* _TASK TO CARRY OUT_
Look through the records below for the line with "Map reading. Read". Return that line and each one after it up to and including the line with "I am building", exactly.

★ ★ ★

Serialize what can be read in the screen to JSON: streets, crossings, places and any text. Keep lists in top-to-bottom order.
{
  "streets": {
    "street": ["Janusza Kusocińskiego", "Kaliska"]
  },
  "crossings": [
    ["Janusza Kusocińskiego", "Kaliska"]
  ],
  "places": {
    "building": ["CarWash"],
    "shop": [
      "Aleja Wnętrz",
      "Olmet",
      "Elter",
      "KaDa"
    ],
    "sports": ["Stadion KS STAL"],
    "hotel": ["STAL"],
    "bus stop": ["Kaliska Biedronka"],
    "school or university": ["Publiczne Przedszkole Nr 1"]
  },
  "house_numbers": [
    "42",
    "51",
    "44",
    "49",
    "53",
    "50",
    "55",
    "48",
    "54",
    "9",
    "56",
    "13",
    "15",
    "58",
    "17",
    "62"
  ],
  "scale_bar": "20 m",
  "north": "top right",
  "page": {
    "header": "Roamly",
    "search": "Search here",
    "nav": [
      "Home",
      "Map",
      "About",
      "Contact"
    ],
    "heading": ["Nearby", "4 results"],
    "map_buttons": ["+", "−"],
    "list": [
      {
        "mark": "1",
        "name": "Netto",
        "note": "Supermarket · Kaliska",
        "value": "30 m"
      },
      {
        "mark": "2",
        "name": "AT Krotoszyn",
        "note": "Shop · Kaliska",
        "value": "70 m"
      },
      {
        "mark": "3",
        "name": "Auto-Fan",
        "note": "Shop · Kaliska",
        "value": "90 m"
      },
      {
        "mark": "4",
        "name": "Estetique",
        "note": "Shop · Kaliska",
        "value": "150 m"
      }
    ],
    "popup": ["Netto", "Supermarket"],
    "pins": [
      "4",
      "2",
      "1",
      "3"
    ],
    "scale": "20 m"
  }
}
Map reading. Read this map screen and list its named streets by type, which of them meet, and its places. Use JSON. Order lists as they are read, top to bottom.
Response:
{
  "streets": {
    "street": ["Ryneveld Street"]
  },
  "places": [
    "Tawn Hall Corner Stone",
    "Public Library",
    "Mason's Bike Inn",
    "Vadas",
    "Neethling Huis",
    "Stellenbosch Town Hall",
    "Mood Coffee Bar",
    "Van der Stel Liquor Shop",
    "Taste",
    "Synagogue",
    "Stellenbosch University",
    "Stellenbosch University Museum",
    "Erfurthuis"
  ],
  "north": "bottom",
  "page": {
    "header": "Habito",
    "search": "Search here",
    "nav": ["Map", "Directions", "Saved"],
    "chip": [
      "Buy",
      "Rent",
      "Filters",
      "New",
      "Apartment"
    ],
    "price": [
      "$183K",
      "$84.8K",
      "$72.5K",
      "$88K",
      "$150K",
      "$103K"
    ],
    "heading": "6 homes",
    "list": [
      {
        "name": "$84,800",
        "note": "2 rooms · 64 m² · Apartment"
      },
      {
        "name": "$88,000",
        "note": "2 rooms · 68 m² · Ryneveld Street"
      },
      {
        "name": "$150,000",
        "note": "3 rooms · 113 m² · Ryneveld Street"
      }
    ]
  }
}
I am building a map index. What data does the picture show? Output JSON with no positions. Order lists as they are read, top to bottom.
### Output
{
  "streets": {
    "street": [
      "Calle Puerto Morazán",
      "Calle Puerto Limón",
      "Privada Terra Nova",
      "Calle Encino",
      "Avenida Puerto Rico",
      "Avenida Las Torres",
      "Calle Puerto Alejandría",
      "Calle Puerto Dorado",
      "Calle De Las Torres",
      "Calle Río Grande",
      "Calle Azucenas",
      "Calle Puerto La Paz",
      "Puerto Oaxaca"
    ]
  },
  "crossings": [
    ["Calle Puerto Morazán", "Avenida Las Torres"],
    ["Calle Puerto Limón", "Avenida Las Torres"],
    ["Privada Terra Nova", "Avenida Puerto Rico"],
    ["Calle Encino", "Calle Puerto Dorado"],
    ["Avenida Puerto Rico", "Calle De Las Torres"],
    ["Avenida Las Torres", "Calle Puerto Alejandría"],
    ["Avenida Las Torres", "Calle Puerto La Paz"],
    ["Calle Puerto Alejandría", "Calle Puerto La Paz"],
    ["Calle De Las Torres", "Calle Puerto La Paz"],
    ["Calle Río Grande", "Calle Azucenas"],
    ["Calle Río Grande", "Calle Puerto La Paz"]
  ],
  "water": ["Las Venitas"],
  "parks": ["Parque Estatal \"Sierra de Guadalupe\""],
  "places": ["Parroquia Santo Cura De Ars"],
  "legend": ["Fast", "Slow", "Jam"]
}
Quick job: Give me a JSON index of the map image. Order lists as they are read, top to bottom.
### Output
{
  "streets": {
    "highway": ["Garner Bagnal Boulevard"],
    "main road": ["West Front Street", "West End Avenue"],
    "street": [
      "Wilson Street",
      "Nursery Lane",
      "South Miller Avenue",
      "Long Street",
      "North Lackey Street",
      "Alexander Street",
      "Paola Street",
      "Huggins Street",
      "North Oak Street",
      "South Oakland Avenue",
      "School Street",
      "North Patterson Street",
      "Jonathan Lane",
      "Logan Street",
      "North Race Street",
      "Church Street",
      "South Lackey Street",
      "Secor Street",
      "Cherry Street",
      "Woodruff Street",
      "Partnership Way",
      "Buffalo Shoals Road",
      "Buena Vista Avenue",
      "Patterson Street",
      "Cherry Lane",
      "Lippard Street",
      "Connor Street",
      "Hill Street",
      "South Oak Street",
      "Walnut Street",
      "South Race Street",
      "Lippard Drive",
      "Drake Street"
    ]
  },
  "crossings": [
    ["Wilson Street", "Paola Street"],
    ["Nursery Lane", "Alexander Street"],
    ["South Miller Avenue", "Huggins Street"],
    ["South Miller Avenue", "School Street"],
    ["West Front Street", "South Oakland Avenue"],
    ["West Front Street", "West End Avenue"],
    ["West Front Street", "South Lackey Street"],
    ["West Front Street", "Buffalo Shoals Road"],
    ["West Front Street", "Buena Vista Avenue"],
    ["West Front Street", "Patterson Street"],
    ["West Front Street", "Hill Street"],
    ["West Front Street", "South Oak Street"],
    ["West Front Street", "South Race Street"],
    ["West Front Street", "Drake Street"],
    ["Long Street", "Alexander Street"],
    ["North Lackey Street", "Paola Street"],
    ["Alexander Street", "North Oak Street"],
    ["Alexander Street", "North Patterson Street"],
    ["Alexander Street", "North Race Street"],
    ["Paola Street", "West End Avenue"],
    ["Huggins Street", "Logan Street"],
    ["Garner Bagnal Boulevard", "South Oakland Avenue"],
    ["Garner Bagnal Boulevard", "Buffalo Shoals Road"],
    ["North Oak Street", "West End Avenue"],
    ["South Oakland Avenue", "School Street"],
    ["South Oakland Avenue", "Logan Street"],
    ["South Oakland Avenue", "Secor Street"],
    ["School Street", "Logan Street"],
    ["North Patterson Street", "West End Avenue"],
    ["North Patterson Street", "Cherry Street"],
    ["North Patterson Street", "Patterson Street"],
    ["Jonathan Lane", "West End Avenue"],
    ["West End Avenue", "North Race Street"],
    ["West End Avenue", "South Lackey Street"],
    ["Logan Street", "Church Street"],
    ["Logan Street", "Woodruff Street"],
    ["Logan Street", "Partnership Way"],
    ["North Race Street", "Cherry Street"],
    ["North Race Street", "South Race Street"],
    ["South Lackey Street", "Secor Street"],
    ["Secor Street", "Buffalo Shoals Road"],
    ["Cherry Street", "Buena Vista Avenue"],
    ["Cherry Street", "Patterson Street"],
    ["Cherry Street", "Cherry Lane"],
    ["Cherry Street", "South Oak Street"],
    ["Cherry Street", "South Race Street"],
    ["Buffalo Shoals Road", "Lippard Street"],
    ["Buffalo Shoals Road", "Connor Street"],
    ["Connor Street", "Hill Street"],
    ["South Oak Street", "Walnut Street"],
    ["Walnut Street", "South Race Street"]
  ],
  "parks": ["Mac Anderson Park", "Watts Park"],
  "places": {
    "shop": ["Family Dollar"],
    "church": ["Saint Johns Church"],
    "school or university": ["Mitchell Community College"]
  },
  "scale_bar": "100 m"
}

★ ★ ★

* _WRITTEN RESPONSE_
Map reading. Read this map screen and list its named streets by type, which of them meet, and its places. Use JSON. Order lists as they are read, top to bottom.
Response:
{
  "streets": {
    "street": ["Ryneveld Street"]
  },
  "places": [
    "Tawn Hall Corner Stone",
    "Public Library",
    "Mason's Bike Inn",
    "Vadas",
    "Neethling Huis",
    "Stellenbosch Town Hall",
    "Mood Coffee Bar",
    "Van der Stel Liquor Shop",
    "Taste",
    "Synagogue",
    "Stellenbosch University",
    "Stellenbosch University Museum",
    "Erfurthuis"
  ],
  "north": "bottom",
  "page": {
    "header": "Habito",
    "search": "Search here",
    "nav": ["Map", "Directions", "Saved"],
    "chip": [
      "Buy",
      "Rent",
      "Filters",
      "New",
      "Apartment"
    ],
    "price": [
      "$183K",
      "$84.8K",
      "$72.5K",
      "$88K",
      "$150K",
      "$103K"
    ],
    "heading": "6 homes",
    "list": [
      {
        "name": "$84,800",
        "note": "2 rooms · 64 m² · Apartment"
      },
      {
        "name": "$88,000",
        "note": "2 rooms · 68 m² · Ryneveld Street"
      },
      {
        "name": "$150,000",
        "note": "3 rooms · 113 m² · Ryneveld Street"
      }
    ]
  }
}
I am building a map index. What data does the picture show? Output JSON with no positions. Order lists as they are read, top to bottom.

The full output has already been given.